What I’m wondering is, is this the kind of per-core performance we should be expecting, or are there ways to increase the efficiency of the bot by tweaking some things, and if so, what are the things that we should look at tweaking?
Hi!, I came here also looking for Performance benchmarks and other kind of metrics. Our rasa instance is also experiencing some latency. How are you measuring the CPU consumption and other metrics per rasa component/function?
It’s strange that it’s only for some utterances, I would expect the NLU, etc, to have consistent processing times.
If it’s only happening for certain users, it could be the tracker store. Most tracker stores store and retrieve the entire history to process any message. The reason we chose the SQL tracker store is that it only retrieves history for the current session. Dialogue tracker gets too big
If it’s happening for certain actions, especially for custom actions, then I would look what those are doing, and maybe benchmark and profile those actions to see where you can make improvements.
Running the test multiple times without resetting the tracker store, start seeing performance degradation after 10 interactions, by 20 interactions we’re down to 10req/s (further 22% reduction).
Hello everyone. I am also having trouble scaling our production bots. I have not profiled the code as thoroughly as rudi. But i’ve used locust to benchmark the our custom http channel. Our bots are real time so we need sub 500ms latencies and each process isn’t able to handle much traffic. The latencies start going up linearly after 4-5 concurrent conversations. With 50 users we see around 4 sec delays. We are using redis tracker store and redis lock store. The NLU pipeline also involves duckling.
Though I have rewritten the duckling component and the Interpreter classes to be async , I think the culprit could be redis tracker and the lock store, since they are not async capable and whenever the Agent tries to fetch or store the tracker it blocks the event loop. As the concurrency increases the latencies pile up and we see those latencies in our conversations. We are planning to rewrite the redis tracker store and the redis lock store using aioredis. What are your thoughts @Tobias_Wochinger ?
I would look at profiling it, to see where the bottleneck is, so you know where to focus your effort.
You could look at making Redis access async, but I would be surprised if Redis is taking long to reply, unless you have very high latency to your Redis instance.
What’s more likely, and the reason we went with the postgresql tracker store, is that the redis tracker store stores all history for all users, and never truncates that history. So the more your users use the bot, the slower it becomes. It also means that for every message, you have to serialise and deserialise a massive amount of history to and from Redis.
An easy way to test this is to look at your CPU usage once the delays start going up linearly. If you’re close to 100% usage, that means that changing to async won’t help, you’re CPU bound. If CPU usage is low, then something is likely blocking the loop.
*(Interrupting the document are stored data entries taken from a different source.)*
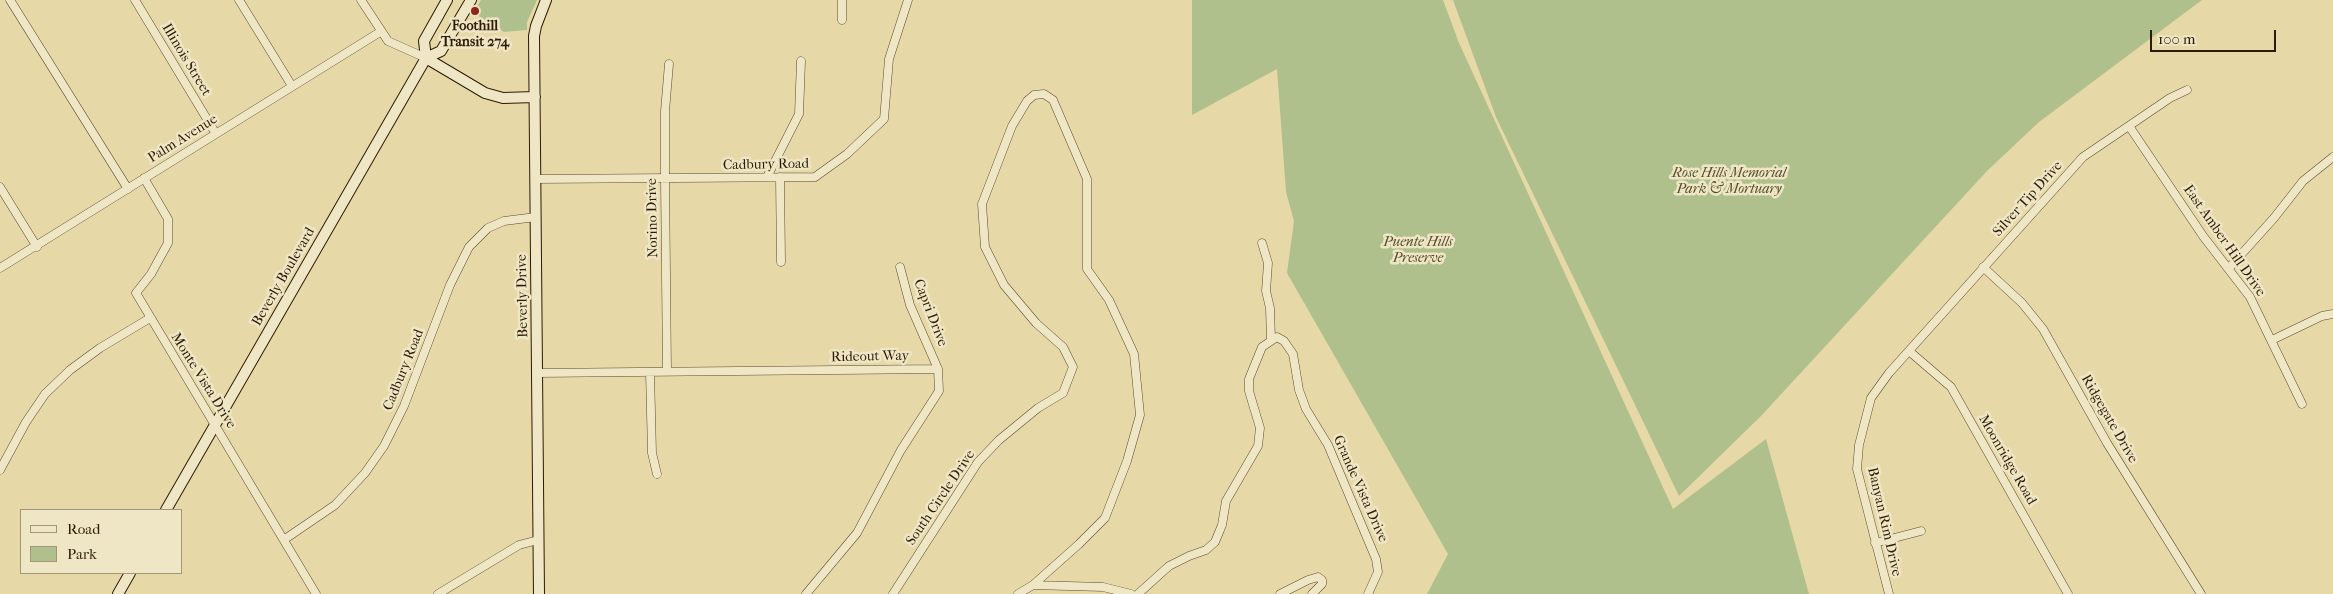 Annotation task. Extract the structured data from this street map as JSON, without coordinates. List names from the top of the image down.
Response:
{
  "streets": {
    "street": [
      "Illinois Street",
      "Palm Avenue",
      "Cadbury Road",
      "Silver Tip Drive",
      "Norino Drive",
      "East Amber Hill Drive",
      "Beverly Boulevard",
      "Beverly Drive",
      "Capri Drive",
      "Rideout Way",
      "Monte Vista Drive",
      "Ridgegate Drive",
      "Moonridge Road",
      "Grande Vista Drive",
      "South Circle Drive",
      "Banyan Rim Drive"
    ]
  },
  "crossings": [
    ["Illinois Street", "Palm Avenue"],
    ["Palm Avenue", "Monte Vista Drive"],
    ["Cadbury Road", "Norino Drive"],
    ["Cadbury Road", "Beverly Drive"],
    ["Cadbury Road", "Monte Vista Drive"],
    ["Silver Tip Drive", "East Amber Hill Drive"],
    ["Silver Tip Drive", "Ridgegate Drive"],
    ["Silver Tip Drive", "Moonridge Road"],
    ["Silver Tip Drive", "Banyan Rim Drive"],
    ["Norino Drive", "Rideout Way"],
    ["Beverly Boulevard", "Monte Vista Drive"],
    ["Beverly Drive", "Rideout Way"],
    ["Capri Drive", "Rideout Way"],
    ["Moonridge Road", "Banyan Rim Drive"]
  ],
  "parks": ["Rose Hills Memorial Park & Mortuary", "Puente Hills Preserve"],
  "places": ["Foothill Transit 274"],
  "legend": ["Road", "Park"],
  "scale_bar": "100 m"
}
Also check your duckling server response times, that could also be a bottleneck, since all processes will be trying to simultaneously trying to access the same duckling server.
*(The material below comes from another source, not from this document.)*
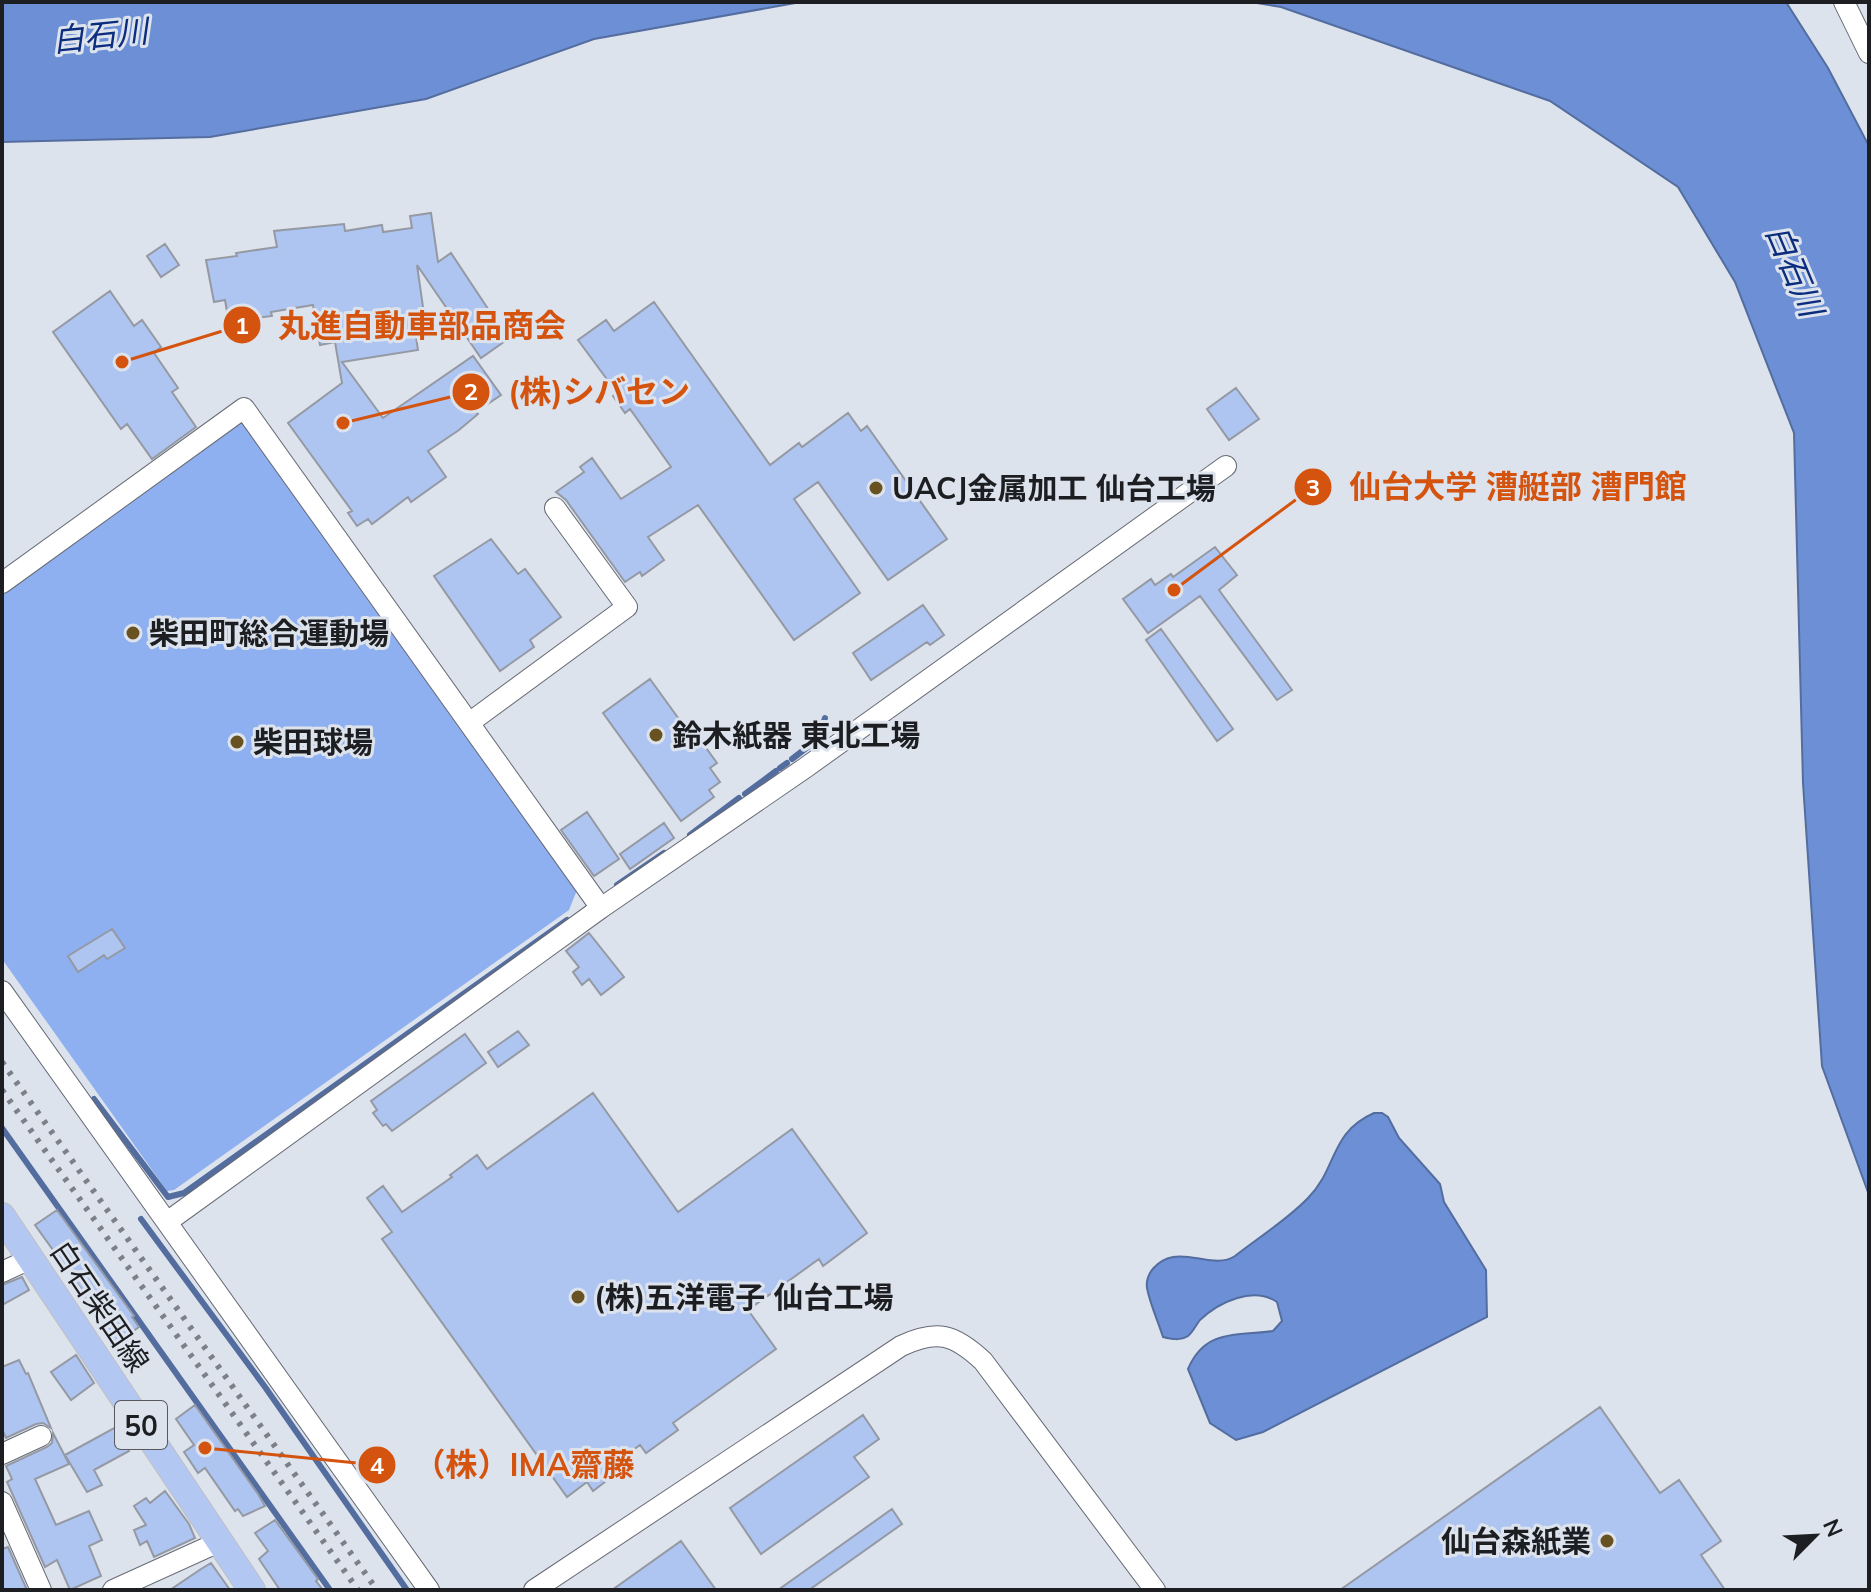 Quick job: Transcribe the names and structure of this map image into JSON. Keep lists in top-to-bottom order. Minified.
{"streets":{"main road":["白石柴田線","50"]},"water":["白石川"],"places":["丸進自動車部品商会","(株)シバセン","UACJ金属加工 仙台工場","仙台大学 漕艇部 漕門館","柴田町総合運動場","鈴木紙器 東北工場","柴田球場","(株)五洋電子 仙台工場","（株）IMA齋藤","仙台森紙業"],"north":"top right"}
You are right rudi. I profiled the process using py-spy and a chunk of the time is spent on policy and NLU prediction. And that’s straight up CPU time. The time also goes up linearly with the number of concurrent users. I have profiled duckling too. Get low latencies latencies in our cluster even with 500 concurrent calls. I looked at my cpu with 1 worker and 4-5 concurrent users. It shoots up to 100% and py-spy shows a significant of time spend in NLU pipeline (excluded duckling from pipeline) and TED policy prediction, which are purely cpu-bound tasks and hence the event loop gets blocked.
Ah I see, yes nothing much you can do in that case, besides increasing the amount of processes/workers that you’re running, and load balancing between them.